The task :: Down to the last line, repeat the entries exactly.

Collected data
>>

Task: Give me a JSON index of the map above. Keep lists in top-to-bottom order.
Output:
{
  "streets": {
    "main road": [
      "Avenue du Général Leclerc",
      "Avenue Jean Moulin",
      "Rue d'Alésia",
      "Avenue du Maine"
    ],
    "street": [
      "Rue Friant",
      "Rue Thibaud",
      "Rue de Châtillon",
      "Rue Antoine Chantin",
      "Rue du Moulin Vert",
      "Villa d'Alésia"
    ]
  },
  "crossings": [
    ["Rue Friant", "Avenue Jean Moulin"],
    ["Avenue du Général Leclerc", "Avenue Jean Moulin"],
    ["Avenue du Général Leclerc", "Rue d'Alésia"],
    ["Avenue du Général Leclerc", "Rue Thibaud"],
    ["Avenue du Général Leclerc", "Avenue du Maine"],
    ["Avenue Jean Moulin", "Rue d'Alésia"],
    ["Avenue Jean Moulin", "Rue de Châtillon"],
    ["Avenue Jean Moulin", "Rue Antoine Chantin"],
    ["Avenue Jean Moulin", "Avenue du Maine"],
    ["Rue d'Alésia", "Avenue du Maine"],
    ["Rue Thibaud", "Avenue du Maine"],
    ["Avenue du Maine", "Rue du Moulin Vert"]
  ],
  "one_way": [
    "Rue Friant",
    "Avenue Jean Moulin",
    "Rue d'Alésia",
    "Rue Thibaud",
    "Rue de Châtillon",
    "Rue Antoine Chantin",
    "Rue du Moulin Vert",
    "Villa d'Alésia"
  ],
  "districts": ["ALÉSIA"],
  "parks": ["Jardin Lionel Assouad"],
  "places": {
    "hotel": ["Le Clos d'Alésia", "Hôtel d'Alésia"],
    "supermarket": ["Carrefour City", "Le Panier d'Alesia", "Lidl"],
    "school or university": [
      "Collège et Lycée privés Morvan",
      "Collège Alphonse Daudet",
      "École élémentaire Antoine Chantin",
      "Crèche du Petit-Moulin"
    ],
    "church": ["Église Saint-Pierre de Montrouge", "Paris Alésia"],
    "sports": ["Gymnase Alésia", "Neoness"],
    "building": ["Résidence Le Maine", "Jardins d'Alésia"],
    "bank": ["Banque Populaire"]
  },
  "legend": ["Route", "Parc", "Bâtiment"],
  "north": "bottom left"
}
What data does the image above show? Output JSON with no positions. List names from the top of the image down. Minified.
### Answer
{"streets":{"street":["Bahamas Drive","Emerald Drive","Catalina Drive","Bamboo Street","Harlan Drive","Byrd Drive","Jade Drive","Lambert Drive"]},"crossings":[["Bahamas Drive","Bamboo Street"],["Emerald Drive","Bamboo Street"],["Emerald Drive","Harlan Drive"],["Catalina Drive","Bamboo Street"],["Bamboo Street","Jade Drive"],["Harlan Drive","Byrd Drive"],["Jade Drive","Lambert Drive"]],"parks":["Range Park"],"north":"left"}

<<

Written solution ::
Task: Give me a JSON index of the map above. Keep lists in top-to-bottom order.
Output:
{
  "streets": {
    "main road": [
      "Avenue du Général Leclerc",
      "Avenue Jean Moulin",
      "Rue d'Alésia",
      "Avenue du Maine"
    ],
    "street": [
      "Rue Friant",
      "Rue Thibaud",
      "Rue de Châtillon",
      "Rue Antoine Chantin",
      "Rue du Moulin Vert",
      "Villa d'Alésia"
    ]
  },
  "crossings": [
    ["Rue Friant", "Avenue Jean Moulin"],
    ["Avenue du Général Leclerc", "Avenue Jean Moulin"],
    ["Avenue du Général Leclerc", "Rue d'Alésia"],
    ["Avenue du Général Leclerc", "Rue Thibaud"],
    ["Avenue du Général Leclerc", "Avenue du Maine"],
    ["Avenue Jean Moulin", "Rue d'Alésia"],
    ["Avenue Jean Moulin", "Rue de Châtillon"],
    ["Avenue Jean Moulin", "Rue Antoine Chantin"],
    ["Avenue Jean Moulin", "Avenue du Maine"],
    ["Rue d'Alésia", "Avenue du Maine"],
    ["Rue Thibaud", "Avenue du Maine"],
    ["Avenue du Maine", "Rue du Moulin Vert"]
  ],
  "one_way": [
    "Rue Friant",
    "Avenue Jean Moulin",
    "Rue d'Alésia",
    "Rue Thibaud",
    "Rue de Châtillon",
    "Rue Antoine Chantin",
    "Rue du Moulin Vert",
    "Villa d'Alésia"
  ],
  "districts": ["ALÉSIA"],
  "parks": ["Jardin Lionel Assouad"],
  "places": {
    "hotel": ["Le Clos d'Alésia", "Hôtel d'Alésia"],
    "supermarket": ["Carrefour City", "Le Panier d'Alesia", "Lidl"],
    "school or university": [
      "Collège et Lycée privés Morvan",
      "Collège Alphonse Daudet",
      "École élémentaire Antoine Chantin",
      "Crèche du Petit-Moulin"
    ],
    "church": ["Église Saint-Pierre de Montrouge", "Paris Alésia"],
    "sports": ["Gymnase Alésia", "Neoness"],
    "building": ["Résidence Le Maine", "Jardins d'Alésia"],
    "bank": ["Banque Populaire"]
  },
  "legend": ["Route", "Parc", "Bâtiment"],
  "north": "bottom left"
}
What data does the image above show? Output JSON with no positions. List names from the top of the image down. Minified.
### Answer
{"streets":{"street":["Bahamas Drive","Emerald Drive","Catalina Drive","Bamboo Street","Harlan Drive","Byrd Drive","Jade Drive","Lambert Drive"]},"crossings":[["Bahamas Drive","Bamboo Street"],["Emerald Drive","Bamboo Street"],["Emerald Drive","Harlan Drive"],["Catalina Drive","Bamboo Street"],["Bamboo Street","Jade Drive"],["Harlan Drive","Byrd Drive"],["Jade Drive","Lambert Drive"]],"parks":["Range Park"],"north":"left"}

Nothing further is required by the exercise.